News that Vladimir Putin was skating and scoring on the ice yesterday wasn’t really news: the 62-year-old Russian president’s love of hockey is as well-known as his penchant for archaeology and for riding bare-chested on horses. He was at the Bolshoi Ice Palace taking part in a “gala” game dedicated to the 70th anniversary of the victorious end of the Great Patriotic (a.k.a. the Second World) War.
Putin’s team was also Slava Fetisov’s, and they lined up with Pavel Bure, Alexander Yakushev, and Sergei Makarov as well. It will shock no-one to learn that they won by a score of 18-6, or that Putin scored eight of his team’s goals. The fact that Sergei Shoigu, Russia’s defence minister, added a hattrick — that, I own, caught me a little off my guard. Recognized as the game’s best player, Shoigu was rewarded with a trip to the Crimea. As a satire enthusiast, I wish I’d invented that last detail, but no, it’s true enough.
I was checking in on Canada’s semi-final at the World Championships yesterday afternoon when I saw the Putin news. Feeling good about Canada’s team in Prague, I’d decided that they were strong and confident enough to do without me watching the whole broadcast of their game with the Czech Republic and that I — and they — we could get away with updates on my iPhone.

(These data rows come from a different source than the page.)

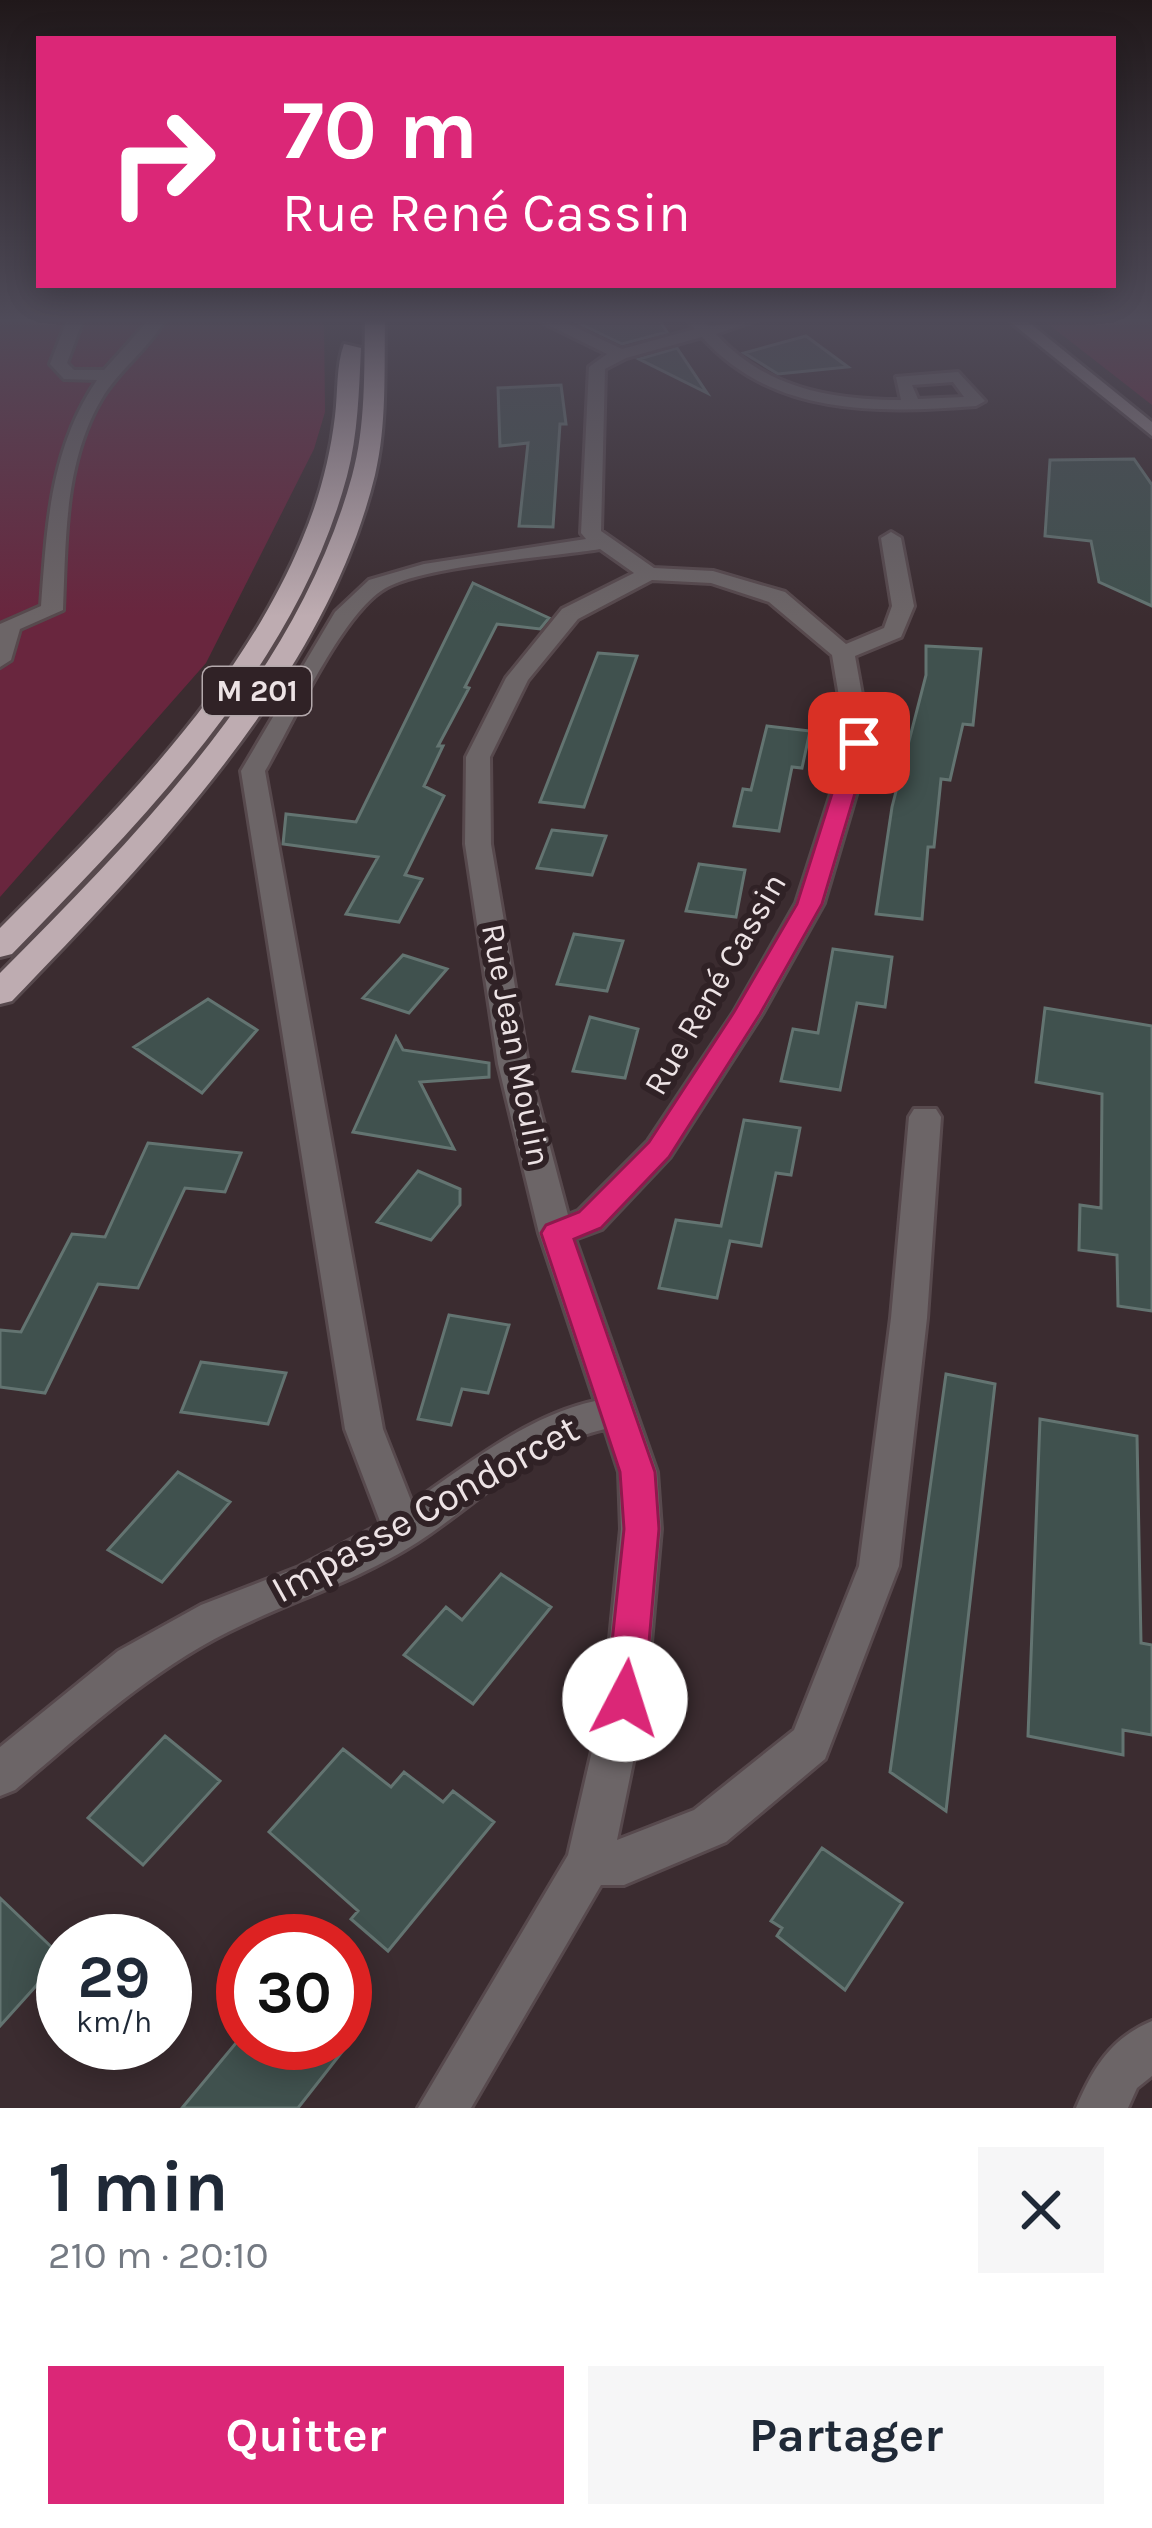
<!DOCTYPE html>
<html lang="fr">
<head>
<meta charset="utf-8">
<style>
  :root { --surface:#fff; --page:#f6f6f7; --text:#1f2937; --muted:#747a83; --accent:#db2777 }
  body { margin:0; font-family:Karla,sans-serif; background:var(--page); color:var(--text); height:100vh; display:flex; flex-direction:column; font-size:45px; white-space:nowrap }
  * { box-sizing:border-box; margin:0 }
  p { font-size:39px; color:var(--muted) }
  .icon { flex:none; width:66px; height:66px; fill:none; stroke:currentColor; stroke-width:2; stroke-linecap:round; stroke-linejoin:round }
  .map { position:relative; height:2108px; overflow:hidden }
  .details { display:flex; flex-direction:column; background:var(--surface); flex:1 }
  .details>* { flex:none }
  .banner { position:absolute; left:36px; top:36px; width:1080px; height:252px; border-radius:0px; box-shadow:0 6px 30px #0003; background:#db2777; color:#fff; overflow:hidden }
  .speed { position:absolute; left:36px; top:1914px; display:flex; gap:24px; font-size:60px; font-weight:700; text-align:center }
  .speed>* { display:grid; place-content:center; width:156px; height:156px; border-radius:50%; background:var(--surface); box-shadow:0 6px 30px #0003; line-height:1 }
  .speed small { font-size:30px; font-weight:400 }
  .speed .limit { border:18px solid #d22; background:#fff; color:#111 }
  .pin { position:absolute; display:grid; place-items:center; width:102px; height:102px; color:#fff; margin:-51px; border-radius:24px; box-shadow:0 6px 18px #0006 }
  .me { position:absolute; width:132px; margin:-66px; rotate:5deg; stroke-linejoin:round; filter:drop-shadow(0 0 9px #0008) }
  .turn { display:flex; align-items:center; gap:42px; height:252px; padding:0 48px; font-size:54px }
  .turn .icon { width:156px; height:156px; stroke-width:2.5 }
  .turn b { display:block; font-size:84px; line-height:102px }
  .round { display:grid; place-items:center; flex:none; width:126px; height:126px; border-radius:0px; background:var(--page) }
  .head { display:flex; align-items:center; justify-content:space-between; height:204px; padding:0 48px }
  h1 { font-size:72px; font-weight:700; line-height:90px }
  .primary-button { display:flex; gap:24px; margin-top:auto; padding:24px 48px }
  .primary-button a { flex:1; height:138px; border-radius:0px; background:var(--accent); color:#fff; font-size:48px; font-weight:700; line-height:138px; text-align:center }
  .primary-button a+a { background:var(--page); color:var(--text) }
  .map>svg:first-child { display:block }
  .green { fill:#69263e }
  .building { fill:#40514e; stroke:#637471; stroke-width:3 }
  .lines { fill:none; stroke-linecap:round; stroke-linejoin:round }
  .street-casing { stroke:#57494d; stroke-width:6 }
  .secondary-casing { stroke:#57494d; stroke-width:6 }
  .highway-casing { stroke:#57494d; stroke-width:6 }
  .street { fill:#6c6567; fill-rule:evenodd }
  .secondary { fill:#8e8285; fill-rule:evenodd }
  .highway { fill:#beacb1; fill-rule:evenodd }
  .route { fill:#db2777; stroke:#8e194d; stroke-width:3 }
  .labels { text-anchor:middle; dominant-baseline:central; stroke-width:12; stroke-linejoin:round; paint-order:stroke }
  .shield { fill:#302226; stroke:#b4a9ac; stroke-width:3 }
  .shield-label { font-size:30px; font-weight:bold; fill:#ede3e5 }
  .street-label { font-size:33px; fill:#ede3e5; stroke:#302226 }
  .near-street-label { font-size:39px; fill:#ede3e5; stroke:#302226 }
</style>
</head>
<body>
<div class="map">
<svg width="1152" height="2108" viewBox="0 0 1152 2108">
  <rect width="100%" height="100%" fill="#3b2c30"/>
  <!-- green -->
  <path class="green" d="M 0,320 L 324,320 L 325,412 L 314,449 L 206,663 L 0,897 Z
    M 1043,320 L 1152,320 L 1152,405 Z"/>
  <!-- building -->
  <path class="building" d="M 572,320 L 659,320 L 667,332 L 622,344 Z
    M 806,336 L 848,367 L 778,374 L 744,353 Z
    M 677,348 L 707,393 L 639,359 Z
    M 561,385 L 566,424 L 560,424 L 553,527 L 519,526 L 528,443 L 500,446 L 498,388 Z
    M 1134,459 L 1152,485 L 1152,606 L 1099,582 L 1091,541 L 1045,536 L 1050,460 Z
    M 473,583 L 549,618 L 540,629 L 497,624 L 465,687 L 469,688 L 438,746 L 443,746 L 424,786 L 444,796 L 405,875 L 422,879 L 399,922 L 346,914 L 378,857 L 283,844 L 286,814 L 356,822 Z
    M 926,646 L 981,649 L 973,725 L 963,724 L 950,780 L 941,779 L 934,847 L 928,847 L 922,919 L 876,914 L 892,807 L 926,675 Z
    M 598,653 L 637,656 L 584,807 L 540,802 Z
    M 767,726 L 810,731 L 802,768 L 792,767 L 779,831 L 734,826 L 743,789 L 751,790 Z
    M 552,830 L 606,836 L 592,875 L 537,868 Z
    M 699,864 L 745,870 L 736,917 L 686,911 Z
    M 574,934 L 623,941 L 607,991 L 557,984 Z
    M 833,949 L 892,957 L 885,1007 L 857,1003 L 840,1090 L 781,1081 L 793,1029 L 818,1033 Z
    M 403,955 L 447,969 L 409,1013 L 363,998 Z
    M 208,999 L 257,1030 L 202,1093 L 134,1047 Z
    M 1045,1008 L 1152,1026 L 1152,1311 L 1118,1306 L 1117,1255 L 1079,1250 L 1080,1205 L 1101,1208 L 1102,1094 L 1036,1082 Z
    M 590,1017 L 638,1029 L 625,1078 L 573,1071 Z
    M 396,1037 L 403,1050 L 489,1063 L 489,1077 L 420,1082 L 454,1149 L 353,1132 Z
    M 744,1120 L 800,1128 L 791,1175 L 776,1173 L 761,1246 L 730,1241 L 717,1298 L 659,1288 L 676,1220 L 721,1226 Z
    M 148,1143 L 241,1153 L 225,1192 L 185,1188 L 138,1288 L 98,1284 L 45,1393 L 0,1387 L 0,1330 L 21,1332 L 72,1234 L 105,1237 Z
    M 418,1171 L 460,1189 L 460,1205 L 431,1240 L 377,1222 Z
    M 449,1315 L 509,1325 L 488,1393 L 462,1389 L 451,1425 L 418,1419 Z
    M 201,1362 L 286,1373 L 268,1424 L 181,1412 Z
    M 946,1374 L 995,1384 L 946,1811 L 890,1772 Z
    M 1040,1419 L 1137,1436 L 1141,1643 L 1152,1645 L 1152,1735 L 1123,1730 L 1123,1755 L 1028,1736 Z
    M 178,1472 L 230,1502 L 162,1582 L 108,1550 Z
    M 501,1574 L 551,1607 L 473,1704 L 404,1655 L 446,1607 L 462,1620 Z
    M 165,1736 L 220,1781 L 143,1865 L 88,1818 Z
    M 343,1749 L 391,1787 L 404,1772 L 443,1802 L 453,1791 L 494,1822 L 388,1951 L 351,1919 L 358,1911 L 269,1832 Z
    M 822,1848 L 902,1903 L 845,1990 L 777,1936 L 782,1928 L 771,1921 Z
    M 0,1898 L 62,1957 L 0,2026 Z
    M 236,2043 L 349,2043 L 298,2108 L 182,2108 Z"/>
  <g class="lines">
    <defs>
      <path id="street" d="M 67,320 L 83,320 L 67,363 L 74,370 L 104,370 L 149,320 L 165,320 C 147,351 118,370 101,400 C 64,463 66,540 63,610 L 20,629 L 11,660 L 0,667 L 0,624 L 41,606 C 47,526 50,449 97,380 L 64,379 L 50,364 Z
        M 538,320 L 560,320 L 622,349 L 695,329 L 687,320 L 704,320 L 709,326 L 757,320 L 716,334 C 765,388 831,400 901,400 L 896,377 L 958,372 L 985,401 L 976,406 C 878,413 773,417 702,337 L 626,358 L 605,369 L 601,531 L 654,568 L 713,571 L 785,592 L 846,644 L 884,628 L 892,606 L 881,538 L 891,532 L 901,538 L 914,606 L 901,637 L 855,656 L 871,744 L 824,903 L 762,1014 L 670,1157 L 602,1229 L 575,1239 L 657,1472 L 661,1529 L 646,1699 L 617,1840 L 694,1810 L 794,1730 L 859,1566 L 891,1318 L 909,1117 L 914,1109 L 936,1109 L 941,1117 L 927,1318 L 899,1566 L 825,1759 L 726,1842 L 624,1885 L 601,1885 L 471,2108 L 418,2108 L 568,1855 L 604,1699 L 621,1529 L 619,1472 L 605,1429 C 533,1445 478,1503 418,1542 C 356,1582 292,1600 228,1632 C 148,1672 83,1733 15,1790 L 0,1796 L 0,1747 L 118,1651 L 201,1605 L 299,1567 L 381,1524 L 345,1429 L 241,771 L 335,612 L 369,580 L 424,564 L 586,539 L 581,533 L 589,367 L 607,354 ZM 953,382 L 964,397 L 918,399 L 912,385 ZM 600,549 L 634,573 L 562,609 L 506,678 L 466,757 L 465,844 L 498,1064 L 539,1233 L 595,1401 C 527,1416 468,1464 412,1503 L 383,1429 L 265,771 C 293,723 338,621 381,591 C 416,566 552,557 600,549 ZM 652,580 L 711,583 L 769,602 L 832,655 L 847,744 L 796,903 L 734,1012 L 648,1141 L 578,1211 L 568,1215 L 528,1064 L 491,844 L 490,757 L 528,680 L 578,619 Z
        M 1152,2021 L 1152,2076 L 1137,2088 L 1128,2108 L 1076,2108 C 1093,2068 1111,2038 1152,2021 Z"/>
      <path id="secondary" d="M 1008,320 L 1026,320 L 1152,422 L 1152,436 Z"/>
      <path id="highway" d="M 365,320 L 385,320 C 384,371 387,425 375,475 C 326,677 153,855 12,1001 L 0,1004 L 0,973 C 140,832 298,673 352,476 C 366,426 364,371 365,320 Z
        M 344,344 L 361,348 C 359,390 358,435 347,476 C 296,667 145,817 12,954 L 0,957 L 0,928 C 114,814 239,691 302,540 C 319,500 330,458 335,416 C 338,393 336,365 344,344 Z"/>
    </defs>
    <!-- street casing -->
    <use href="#street" class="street-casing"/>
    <!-- secondary casing -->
    <use href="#secondary" class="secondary-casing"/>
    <!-- highway casing -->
    <use href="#highway" class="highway-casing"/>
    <!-- street -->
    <use href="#street" class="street"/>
    <!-- secondary -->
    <use href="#secondary" class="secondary"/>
    <!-- highway -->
    <use href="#highway" class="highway"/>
  </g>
  <!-- sky -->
  <linearGradient id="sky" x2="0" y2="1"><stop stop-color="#20181a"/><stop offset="0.52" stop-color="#4f4b59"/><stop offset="1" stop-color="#4f4b59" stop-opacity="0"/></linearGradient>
  <rect width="1152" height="616" fill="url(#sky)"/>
  <!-- route -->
  <path class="route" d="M 859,737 L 870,743 L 822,904 L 760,1014 L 669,1157 L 601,1228 L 574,1239 L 655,1472 L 659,1529 L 644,1699 L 639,1712 L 625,1717 L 612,1712 L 606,1699 L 624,1529 L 620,1472 L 541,1233 L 546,1225 L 579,1212 L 649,1142 L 734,1012 L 797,904 L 848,743 Z"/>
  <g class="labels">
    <!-- shield labels -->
    <rect class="shield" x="203" y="667" width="108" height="48" rx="9"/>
    <g class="shield-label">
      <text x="257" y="691">M 201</text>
    </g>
    <!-- street labels -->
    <g class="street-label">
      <text transform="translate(715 984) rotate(-60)">Rue René Cassin</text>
      <text transform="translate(516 1045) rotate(79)">Rue Jean Moulin</text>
    </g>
    <!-- near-street labels -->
    <g class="near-street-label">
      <text transform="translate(425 1509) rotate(-29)">Impasse Condorcet</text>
    </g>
  </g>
</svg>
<div class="speed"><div>29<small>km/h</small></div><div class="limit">30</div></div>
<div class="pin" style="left:859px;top:743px;background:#d93025"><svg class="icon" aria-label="arrive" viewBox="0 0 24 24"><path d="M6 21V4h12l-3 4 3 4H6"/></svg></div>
<svg class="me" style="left:625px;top:1699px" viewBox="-20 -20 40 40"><circle r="19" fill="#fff"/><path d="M0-13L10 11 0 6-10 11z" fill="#db2777"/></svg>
<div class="banner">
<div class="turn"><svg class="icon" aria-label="right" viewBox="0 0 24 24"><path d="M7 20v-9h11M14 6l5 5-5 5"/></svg><div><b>70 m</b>Rue René Cassin</div></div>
</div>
</div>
<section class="details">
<div class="head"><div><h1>1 min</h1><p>210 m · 20:10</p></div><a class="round"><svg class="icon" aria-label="close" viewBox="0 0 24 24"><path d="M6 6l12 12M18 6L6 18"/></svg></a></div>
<div class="primary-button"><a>Quitter</a><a>Partager</a></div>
</section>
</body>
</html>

And so it proved. Taylor Hall had just scored, on a pass from Sidney Crosby; Jason Spezza would add another goal to guarantee the 2-0 Canadian win. The Putin story was just filtering out by that time, along with news from the other semi-final where (also unaided by my viewership), Russia dismissed the U.S. by a score of 4-0.
That’s when my eyes began to open to the bigger picture. Of course. President Putin wasn’t just playing in a friendly game of pick-up by the Black Sea. He was, as Putin likes to do, sending a message. Sometimes they go out disguised as unmarked armoured columns headed west, towards Ukraine, while on other occasions they resemble air-force bombers skirting along the edges of foreign airspace.
Mostly, messages Putin sends have a distinct sabre-rattling sound, but who says they can’t also clack like hockey sticks on ice? Anticipating that today’s Prague final would pit Russians against Canadians, Putin knew what he was doing. The fans in Sochi may have enjoyed Putin’s goals, his preening, but they weren’t the intended recipients. Even as he entertained them, he was trolling us, Canadians, marking his territory, telling those of us who hold the maple leaf high that when it comes to ice, that’s Russian territory, as it ever was, just like with Crimea and Novorossiya.
I don’t know why we haven’t responded. That’s what puzzling. When I say we, I mean, of course, Prime Minister Stephen Harper. Diplomacy dictates that if Canada wanted to answer a display like Putin’s, it would have to come from the PMO. Is it possible that they missed it? That Putin sent his message and it wasn’t received? I don’t know how else you could explain Ottawa’s silence. Are you telling me that the PMO couldn’t at short notice have organized a game at Ottawa’s Canadian Tire Centre to answer to President Putin? Maybe last night would have been pushing it, but what about this morning? The Conservative Party is always dialling up instant crowds of hard-working Canadians to backdrop the PM as he pretends he’s not already electioneering, so how hard would it have been to this morning?
As for players to skate, well, what’s the Cabinet for other than to lace ’em up whenever the boss calls, needs interference run, a screen in front of the opposition’s net/pertinent inquiry during Question Period. And it’s not as if actual hockey players are in short supply around the capital — Ottawa not only has a whole NHL team of players with nothing to do, they’re called the Senators, after our national chamber of sober second-thinkers (mostly) beholden to the man who appointed them.
It would have been easy to outdo Putin at his own game — that is, at our game. Harper could have taken to net, maybe even played both ends, skated away with a pair of shut-outs, awarding himself a trip to Kurdistan. That would have shown the Russians.
I’m not saying our lack of leaderly showing-off is going to make any difference in today’s final in Prague: what happens there is up to the Crosbys and Eberles and Ovechkins and Malkins. All I’m saying is, I don’t know — either our PM isn’t the prince of propaganda I took him for or else he was genuinely impressed by Putin’s feat of never scoring fewer than two hattricks in any game he’s ever played. I guess that could explain why Stephen Harper held himself goalless this weekend.